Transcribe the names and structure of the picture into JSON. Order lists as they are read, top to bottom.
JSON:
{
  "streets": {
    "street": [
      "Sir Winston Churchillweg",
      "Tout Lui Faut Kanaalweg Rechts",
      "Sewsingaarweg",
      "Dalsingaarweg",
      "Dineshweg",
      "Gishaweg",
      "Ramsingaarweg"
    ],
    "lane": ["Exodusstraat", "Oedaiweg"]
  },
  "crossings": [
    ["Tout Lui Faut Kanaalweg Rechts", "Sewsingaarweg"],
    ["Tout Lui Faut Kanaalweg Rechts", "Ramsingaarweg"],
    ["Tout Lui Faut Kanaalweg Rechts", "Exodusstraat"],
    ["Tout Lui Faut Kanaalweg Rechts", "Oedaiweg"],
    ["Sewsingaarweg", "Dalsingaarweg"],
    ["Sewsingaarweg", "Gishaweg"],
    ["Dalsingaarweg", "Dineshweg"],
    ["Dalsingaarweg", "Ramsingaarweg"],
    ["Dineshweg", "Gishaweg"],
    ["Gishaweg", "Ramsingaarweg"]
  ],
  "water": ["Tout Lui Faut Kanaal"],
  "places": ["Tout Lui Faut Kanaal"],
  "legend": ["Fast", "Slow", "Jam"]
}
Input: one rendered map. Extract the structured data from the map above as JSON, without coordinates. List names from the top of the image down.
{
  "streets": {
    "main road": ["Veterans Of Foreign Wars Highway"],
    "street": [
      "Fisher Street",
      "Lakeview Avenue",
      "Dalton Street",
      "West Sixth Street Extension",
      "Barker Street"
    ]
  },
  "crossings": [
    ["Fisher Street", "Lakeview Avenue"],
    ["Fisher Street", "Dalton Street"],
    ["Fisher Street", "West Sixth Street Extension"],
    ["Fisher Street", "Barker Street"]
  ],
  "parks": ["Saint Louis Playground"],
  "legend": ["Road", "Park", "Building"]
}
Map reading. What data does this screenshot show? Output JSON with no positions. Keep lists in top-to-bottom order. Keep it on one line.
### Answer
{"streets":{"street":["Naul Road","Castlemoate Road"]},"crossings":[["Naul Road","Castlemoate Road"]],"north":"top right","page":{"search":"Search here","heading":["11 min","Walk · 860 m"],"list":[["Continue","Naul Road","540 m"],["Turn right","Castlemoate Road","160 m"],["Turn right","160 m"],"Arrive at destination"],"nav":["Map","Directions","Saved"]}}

--*--

> [Task instructions]:
Among the lines of the listing above, which ones hold "lists"? Copy them.

> [Exercise output]:
Transcribe the names and structure of the picture into JSON. Order lists as they are read, top to bottom.
Map reading. What data does this screenshot show? Output JSON with no positions. Keep lists in top-to-bottom order. Keep it on one line.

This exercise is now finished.